To save time, you can specify the name of the host to which you want to connect when you first invoke ftam. For example, the following command, issued at the system prompt, bypasses the need to use ftam's open command :

$ ftam chicago
Username (chicago:alan): amartin
Password (chicago:amartin):
Connected to chicago as user amartin.
ftam>

Alan's password is not echoed to the screen.

To make login even easier, you can create a special FTAM-related file called.ftamrc in your home directory. This file is used to automate the login procedure. See "Streamlining ftam with a Startup File" later in this chapter.

Set a Default Working Directory (Optional)

The default working directory for the remote host is assigned by the remote FTAM implementation. If the remote responder is HP-UX FTAM, the default directory is the "home" or default directory for the login used in the previous step.

If you want to change the current default to a different directory, use ftam's cd command. The cd command is described in more detail later in this chapter.

The following example illustrates all the steps Alan uses to start up an ftam session with a remote HP-UX host, including setting his working directory:

$ ftam
ftam> open chicago
Username (chicago:alan): amartin
Password (chicago:amartin):
Connected to chicago as user amartin.
ftam> cd /users/management/amartin/salaries
/users/management/amartin/salaries is the current working
directory
ftam>

Alan's password is not echoed to the screen.

Step 3: Using ftam Commands

Using ftam commands is the topic of all sections in this chapter that follow step 4.

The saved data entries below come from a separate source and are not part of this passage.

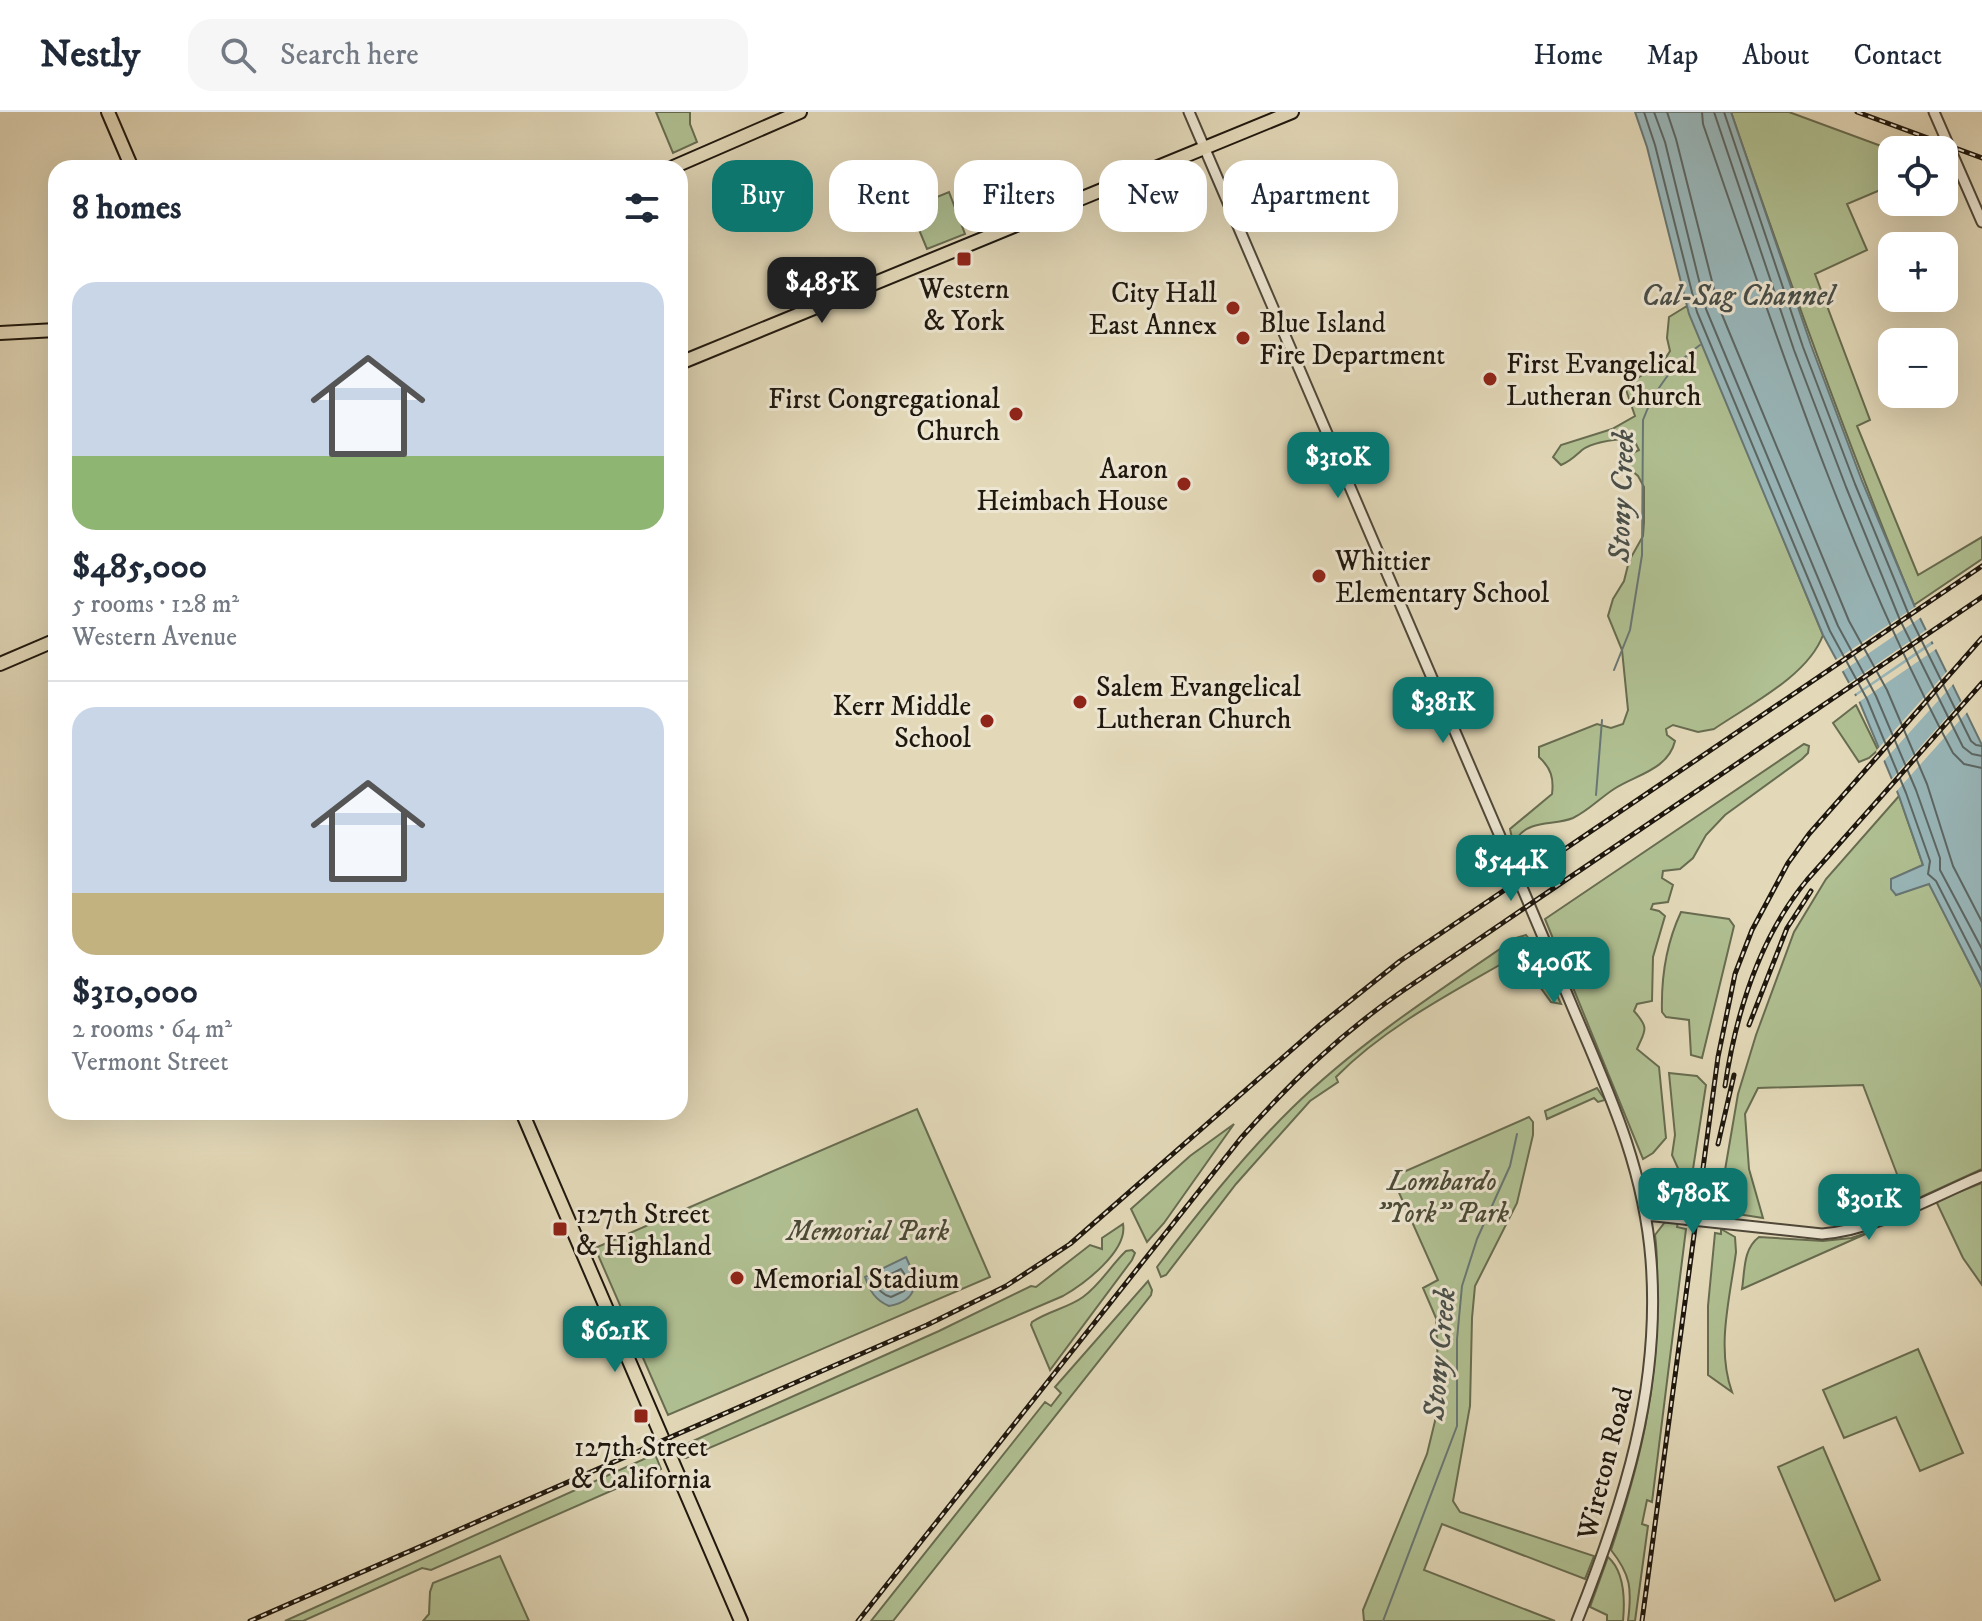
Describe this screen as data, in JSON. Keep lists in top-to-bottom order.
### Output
{
  "streets": {
    "street": ["Wireton Road"]
  },
  "water": ["Cal-Sag Channel", "Stony Creek"],
  "parks": ["Lombardo \"York\" Park", "Memorial Park"],
  "places": {
    "transit": ["Western & York", "127th Street & Highland", "127th Street & California"],
    "other": [
      "City Hall East Annex",
      "Blue Island Fire Department",
      "First Evangelical Lutheran Church",
      "First Congregational Church",
      "Aaron Heimbach House",
      "Whittier Elementary School",
      "Salem Evangelical Lutheran Church",
      "Kerr Middle School",
      "Memorial Stadium"
    ]
  },
  "page": {
    "header": "Nestly",
    "search": "Search here",
    "nav": [
      "Home",
      "Map",
      "About",
      "Contact"
    ],
    "map_buttons": ["+", "−"],
    "chip": [
      "Buy",
      "Rent",
      "Filters",
      "New",
      "Apartment"
    ],
    "heading": "8 homes",
    "list": [
      {
        "name": "$485,000",
        "note": "5 rooms · 128 m² · Western Avenue"
      },
      {
        "name": "$310,000",
        "note": "2 rooms · 64 m² · Vermont Street"
      }
    ],
    "price": [
      "$485K",
      "$310K",
      "$381K",
      "$544K",
      "$406K",
      "$780K",
      "$301K",
      "$621K"
    ]
  }
}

All FTAM commands can be abbreviated to include just enough characters to uniquely identify the command you want to execute. For example st is a valid abbreviation for status, and g is a valid abbreviation for get.

Step 4: Ending an ftam Session

To close the current ftam connection, but remain in ftam, enter close at the ftam prompt. If you want, you can then use the open command to open a connection to a different remote host.

ftam> close
Released connection to denver.
ftam> open madrid

To end an ftam session altogether and return to your system prompt, enter quit at the ftam prompt.

ftam> quit
Released connection to denver.
$

Obtaining Help

To get a complete list of all the ftam commands, enter ? at the ftam prompt. To get help about a specific ftam command, enter ? followed by the ftam command. For example:

ftam> ?

or

ftam> ? open

Notes About Remote File and Directory Names

Note the following important points about remote file names:

  • Directory names are legal only in ls, dir, and cattr commands. Directory names are not legal as source or destination file names.

  • Wildcard characters are not legal. This applies to both source and destination names.

  • Remote file names must be specified with the native syntax, notation, and conventions of the remote host. FTAM cannot translate or negotiate file names between different hosts, so any name you provide has to be valid on the system that uses it.

  • All names are relative to the remote working directory, unless you provide an absolute pathname for a file or directory (in whatever way the remote system defines "absolute pathname").

  • The initial remote working directory for file transactions is determined by the FTAM implementation on the remote host. HP FTAM/9000 responders set the initial working directory to be the home directory for the user noted in the "Connected to ..." message during ftam startup (See "Step 2" in the previous discussion). Other (non-HP-UX) FTAM implementations are apt to use different conventions.



[2] Using an FTAM startup file can give you a different default. See "Streamlining ftam with a Startup File" later in this chapter.